Expenses this year were $1.669M, because of the ongoing increased costs of growth and staff raises. The major shifts this year were our greatest expense went from being salaries to distributed inventory (due to increased managed levels from regular weekly sales), and we now spend more on royalties than on shipping:

One expense that is not in our budget is office snacks! Several zine authors for the last year or more have asked us to direct their royalties into taking care of our workers, and as a result we are able to keep a good supply of snacks and beverages on hand to fuel both blood sugar and morale for the folks who are still needing to work on-site. Thank you, charming benefactors!

To our readers, partners, and teammates: We always appreciate your orders, trust, and contributions, and recognize it’s been a difficult year so your support makes all the difference. Your support has helped us to support our staff, pay royalties to our authors, pay our bills on time, continue to donate books to community programs and send books to people in prison, and do our best to keep our corner of the publishing and bookselling ecosystem afloat. Let’s still hope that 2021 is a little bit easier. 

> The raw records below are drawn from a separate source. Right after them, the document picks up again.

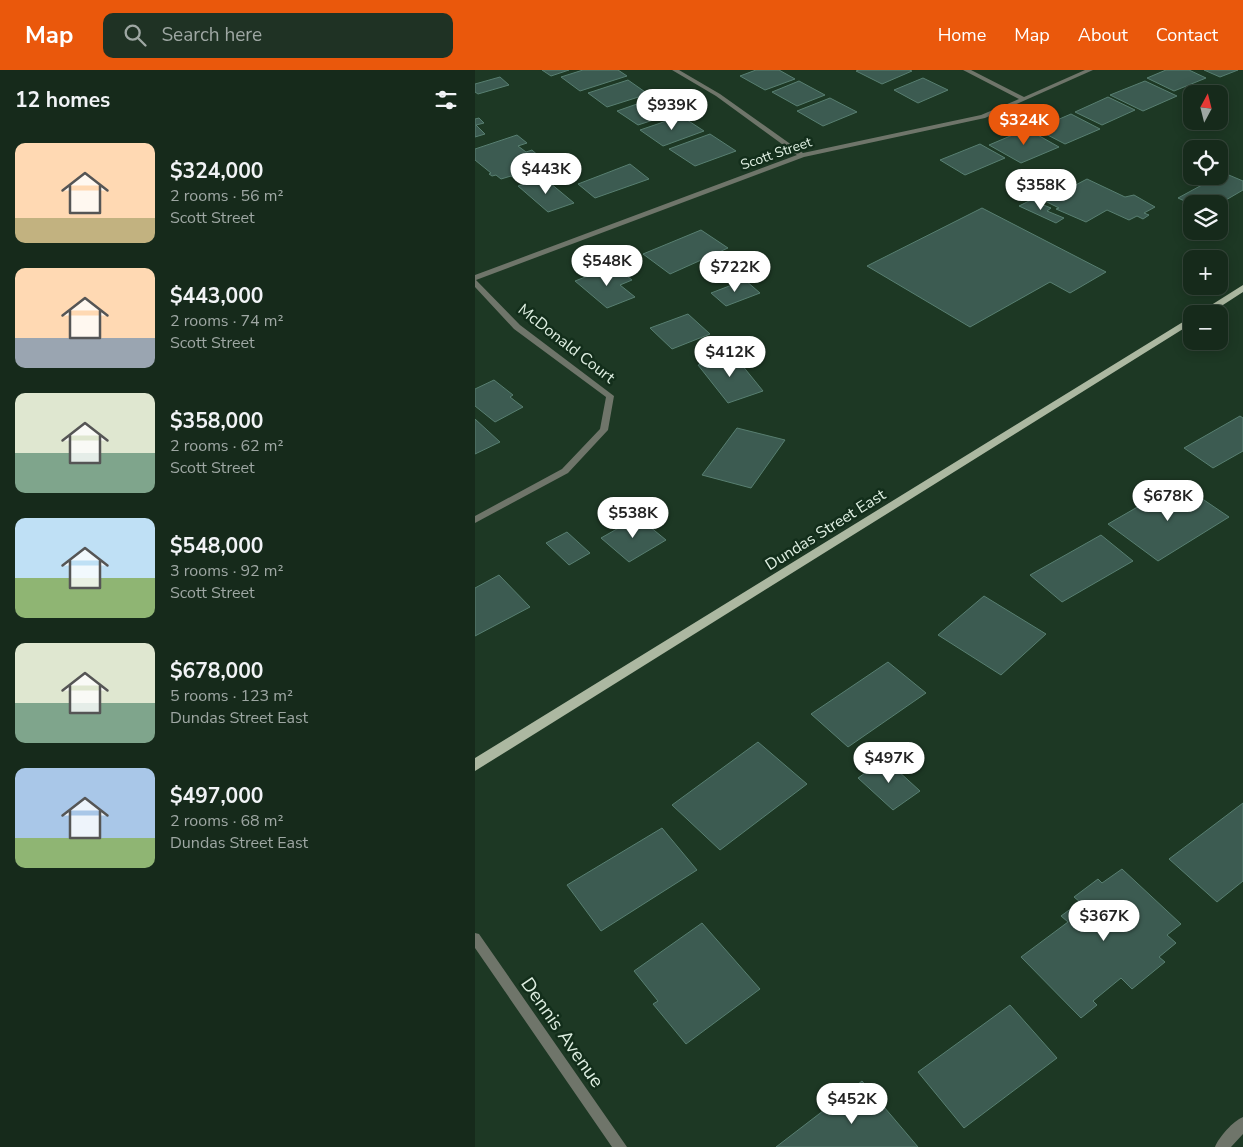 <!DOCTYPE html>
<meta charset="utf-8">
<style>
:root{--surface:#162a1b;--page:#1f3224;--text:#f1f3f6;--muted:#9ea7a3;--line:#35463a;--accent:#ea580c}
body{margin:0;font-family:"Nunito Sans",sans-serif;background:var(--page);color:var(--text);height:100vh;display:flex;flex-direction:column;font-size:19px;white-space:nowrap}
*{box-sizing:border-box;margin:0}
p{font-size:16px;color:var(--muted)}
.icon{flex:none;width:28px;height:28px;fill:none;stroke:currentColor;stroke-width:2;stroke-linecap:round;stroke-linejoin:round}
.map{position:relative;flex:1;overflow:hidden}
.panel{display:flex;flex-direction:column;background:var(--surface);width:475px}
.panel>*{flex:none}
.needle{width:32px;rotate:7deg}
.tools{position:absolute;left:708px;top:15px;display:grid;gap:10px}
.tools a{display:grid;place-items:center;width:45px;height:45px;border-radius:10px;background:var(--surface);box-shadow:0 2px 12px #0003,0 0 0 1px var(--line);font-size:25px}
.price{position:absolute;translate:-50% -42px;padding:0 11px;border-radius:18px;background:#fff;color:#222;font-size:16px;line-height:32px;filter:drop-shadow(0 1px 2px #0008)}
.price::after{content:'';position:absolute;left:50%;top:30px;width:15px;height:11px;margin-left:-8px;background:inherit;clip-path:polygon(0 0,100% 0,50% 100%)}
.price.selected{background:var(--accent);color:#fff}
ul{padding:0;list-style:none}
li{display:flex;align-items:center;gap:15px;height:125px;padding:0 15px}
li span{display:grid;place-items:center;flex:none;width:140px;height:100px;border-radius:10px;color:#555}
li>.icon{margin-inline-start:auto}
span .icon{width:60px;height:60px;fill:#fffc;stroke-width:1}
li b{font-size:21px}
h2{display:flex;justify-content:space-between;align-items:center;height:60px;padding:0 15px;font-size:21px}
header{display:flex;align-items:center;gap:30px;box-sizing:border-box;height:70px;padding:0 25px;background:var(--accent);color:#fff}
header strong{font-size:24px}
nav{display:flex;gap:28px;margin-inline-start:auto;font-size:18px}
.search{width:350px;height:45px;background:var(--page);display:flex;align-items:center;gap:12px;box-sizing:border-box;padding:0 18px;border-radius:10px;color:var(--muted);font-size:19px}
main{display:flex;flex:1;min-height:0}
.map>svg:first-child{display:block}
.building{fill:#3c5b51;stroke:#587f71}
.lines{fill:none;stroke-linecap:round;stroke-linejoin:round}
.street{fill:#6f756a;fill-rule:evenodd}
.primary{fill:#acb8a1;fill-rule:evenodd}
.labels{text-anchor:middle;stroke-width:5;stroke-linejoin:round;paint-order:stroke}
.far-street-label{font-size:14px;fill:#dfefe2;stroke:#132e1b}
.street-label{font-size:16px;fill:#dfefe2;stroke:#132e1b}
.near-street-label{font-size:19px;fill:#dfefe2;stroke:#132e1b}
</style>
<header>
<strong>Map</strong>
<div class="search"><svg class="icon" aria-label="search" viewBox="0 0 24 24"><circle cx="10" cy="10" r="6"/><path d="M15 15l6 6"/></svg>Search here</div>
<nav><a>Home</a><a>Map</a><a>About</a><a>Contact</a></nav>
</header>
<main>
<section class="panel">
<h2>12 homes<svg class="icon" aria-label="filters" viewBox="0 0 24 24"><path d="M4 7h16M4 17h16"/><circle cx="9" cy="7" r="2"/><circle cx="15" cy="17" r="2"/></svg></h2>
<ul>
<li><span style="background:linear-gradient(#ffd9b3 75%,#c2b280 0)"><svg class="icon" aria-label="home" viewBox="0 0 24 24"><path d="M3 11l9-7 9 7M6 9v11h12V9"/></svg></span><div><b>$324,000</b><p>2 rooms · 56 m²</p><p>Scott Street</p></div></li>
<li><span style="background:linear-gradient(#ffd9b3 70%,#9aa5b1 0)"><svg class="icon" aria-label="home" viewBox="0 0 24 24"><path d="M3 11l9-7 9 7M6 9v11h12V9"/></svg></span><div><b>$443,000</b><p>2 rooms · 74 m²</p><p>Scott Street</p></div></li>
<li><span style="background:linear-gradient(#dfe7d0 60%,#7fa58c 0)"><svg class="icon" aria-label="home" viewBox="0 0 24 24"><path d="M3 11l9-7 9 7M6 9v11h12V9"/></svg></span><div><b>$358,000</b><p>2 rooms · 62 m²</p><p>Scott Street</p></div></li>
<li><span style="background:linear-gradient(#bfe0f5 60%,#8fb573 0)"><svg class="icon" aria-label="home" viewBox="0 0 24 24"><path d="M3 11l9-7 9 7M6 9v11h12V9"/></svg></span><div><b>$548,000</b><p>3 rooms · 92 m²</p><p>Scott Street</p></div></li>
<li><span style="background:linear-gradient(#dfe7d0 60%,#7fa58c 0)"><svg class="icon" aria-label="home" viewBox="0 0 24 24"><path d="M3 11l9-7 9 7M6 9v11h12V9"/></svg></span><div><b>$678,000</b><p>5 rooms · 123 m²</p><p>Dundas Street East</p></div></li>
<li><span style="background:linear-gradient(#a9c7e8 70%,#8fb573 0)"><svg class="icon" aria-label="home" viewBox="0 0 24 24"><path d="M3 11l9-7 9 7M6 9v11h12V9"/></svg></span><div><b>$497,000</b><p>2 rooms · 68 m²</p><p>Dundas Street East</p></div></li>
</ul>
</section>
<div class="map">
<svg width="768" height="1077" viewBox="0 0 768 1077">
<rect width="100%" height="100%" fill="#1d3824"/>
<path class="building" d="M67 0H94L76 6Z
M108 0H143L152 6 105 21 86 7Z
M281 0H304L320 9 290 20 265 6Z
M384 0H434L437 1 407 14 381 1Z
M691 0H714L731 8 699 21 672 8Z
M729 0H763L745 7Z
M25 7 34 15 3 24 0 22V14Z
M448 8 473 20 443 33 419 20Z
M153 10 173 24 132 37 113 23Z
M324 11 350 25 322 36 297 22Z
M670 11 702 26 668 41 635 25Z
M182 27 203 42 163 55 142 41Z
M633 27 660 40 627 55 600 42Z
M355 28 382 42 348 56 322 41Z
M596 44 625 59 590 74 561 59Z
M206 46 229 61 188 76 165 60Z
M4 48 9 53 1 55 10 64 0 67V49Z
M552 59 584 77 546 93 514 75Z
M235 64 261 81 220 96 194 79Z
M42 65 52 73 43 76 51 82 57 80 66 88H71L77 92 74 94 75 95 39 108 36 106 26 109 21 105 17 106 14 104 16 103 0 90V79Z
M505 74 530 88 490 105 465 90Z
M155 94 174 109 120 128 103 114Z
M749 103 768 111V120L744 134H716L703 128Z
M69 108 99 133 73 142 43 116Z
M612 109 650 127 659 125 680 137 669 143 674 145 668 149 662 146 654 150 632 140 611 152 581 139 584 138 570 131Z
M556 130 576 138 572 141 589 148 581 153 544 136Z
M507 138 631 202 595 223 575 212 495 257 392 196Z
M226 160 253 178 195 204 168 184Z
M139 196 157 210 145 215 160 227 132 238 100 211Z
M270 210 285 223 251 236 236 223Z
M213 244 235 264 197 279 175 258Z
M258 284 288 321 253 333 223 295Z
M19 310 38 325 35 327 48 337 20 352 0 336V319Z
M765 346 768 348V381L738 398 709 378Z
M0 349 25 372 0 384Z
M262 358 310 370 276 418 227 405Z
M704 413 754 447 683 491 633 454Z
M163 447 191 470 154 492 126 468Z
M92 462 115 483 94 495 71 473Z
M626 465 658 491 587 532 555 505Z
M24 505 55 537 0 566V518Z
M509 526 571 564 526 605 463 565Z
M413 592 451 623 373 677 336 644Z
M283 672 332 714 245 780 197 735Z
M410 689 445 721 418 740 383 708Z
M768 733V811L742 832 694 789Z
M187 758 222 800 126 861 92 815Z
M647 799 706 854 692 865 701 873 684 887 690 892 657 919 646 908 618 931 622 935 606 948 546 887 593 852 586 846 605 832 599 827 623 809 627 813Z
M227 853 285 919 211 974 178 934 183 931 159 901Z
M535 935 582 988 489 1058 443 1002Z
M387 1011 443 1077H301Z"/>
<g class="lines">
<path class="street" d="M197 0H204L245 24 328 83 506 45 544 29 488 0H496L549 27 610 0H618L510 48 329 87 1 210 45 255 139 326 133 360 93 403 0 453V446L87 399 125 359 131 327 39 259 0 217V205L322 85 241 26Z
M0 863 4 864 152 1077H137L0 878Z
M768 1047V1064L756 1077H740C744 1067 758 1051 768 1047Z"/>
<path class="primary" d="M768 215V222L734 244H722Z
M716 247V254L0 701V688Z"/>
</g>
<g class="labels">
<g class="far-street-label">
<text transform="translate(301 83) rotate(-19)" y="5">Scott Street</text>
</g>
<g class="street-label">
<text transform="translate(92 273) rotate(38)" y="6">McDonald Court</text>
<text transform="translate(350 459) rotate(-32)" y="6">Dundas Street East</text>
</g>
<g class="near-street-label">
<text transform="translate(88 962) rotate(55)" y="7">Dennis Avenue</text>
</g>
</g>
</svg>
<div class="tools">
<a><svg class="needle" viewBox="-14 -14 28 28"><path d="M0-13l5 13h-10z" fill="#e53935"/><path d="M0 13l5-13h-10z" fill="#9ea7a3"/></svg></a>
<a><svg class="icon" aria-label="locate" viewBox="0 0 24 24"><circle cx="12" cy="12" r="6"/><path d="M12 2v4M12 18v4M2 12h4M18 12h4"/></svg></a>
<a><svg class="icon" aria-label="layers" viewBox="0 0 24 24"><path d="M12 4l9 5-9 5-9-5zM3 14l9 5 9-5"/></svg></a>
<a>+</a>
<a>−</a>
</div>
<b class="price" style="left:197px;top:61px">$939K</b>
<b class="price selected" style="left:549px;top:76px">$324K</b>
<b class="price" style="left:71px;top:125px">$443K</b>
<b class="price" style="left:566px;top:141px">$358K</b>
<b class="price" style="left:132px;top:217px">$548K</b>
<b class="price" style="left:260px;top:223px">$722K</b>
<b class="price" style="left:255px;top:308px">$412K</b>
<b class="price" style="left:693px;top:452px">$678K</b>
<b class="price" style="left:158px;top:469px">$538K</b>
<b class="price" style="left:414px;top:714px">$497K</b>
<b class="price" style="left:629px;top:872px">$367K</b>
<b class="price" style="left:377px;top:1055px">$452K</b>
</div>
</main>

If you want to learn more about publishing, check out new episodes of our weekly pod/videocast if you want to listen to two nerds dissect publishing!

And a friendly reminder: While we’re legally a “for-profit” organization, we choose to operate on a break-even basis. This means that when we have profits, they don’t go into perks for our owners; they go into staff wages and taking a chance on publishing new books we believe in. Getting to do work we care about every day and put books out there that help people change their lives is the best kind of perk.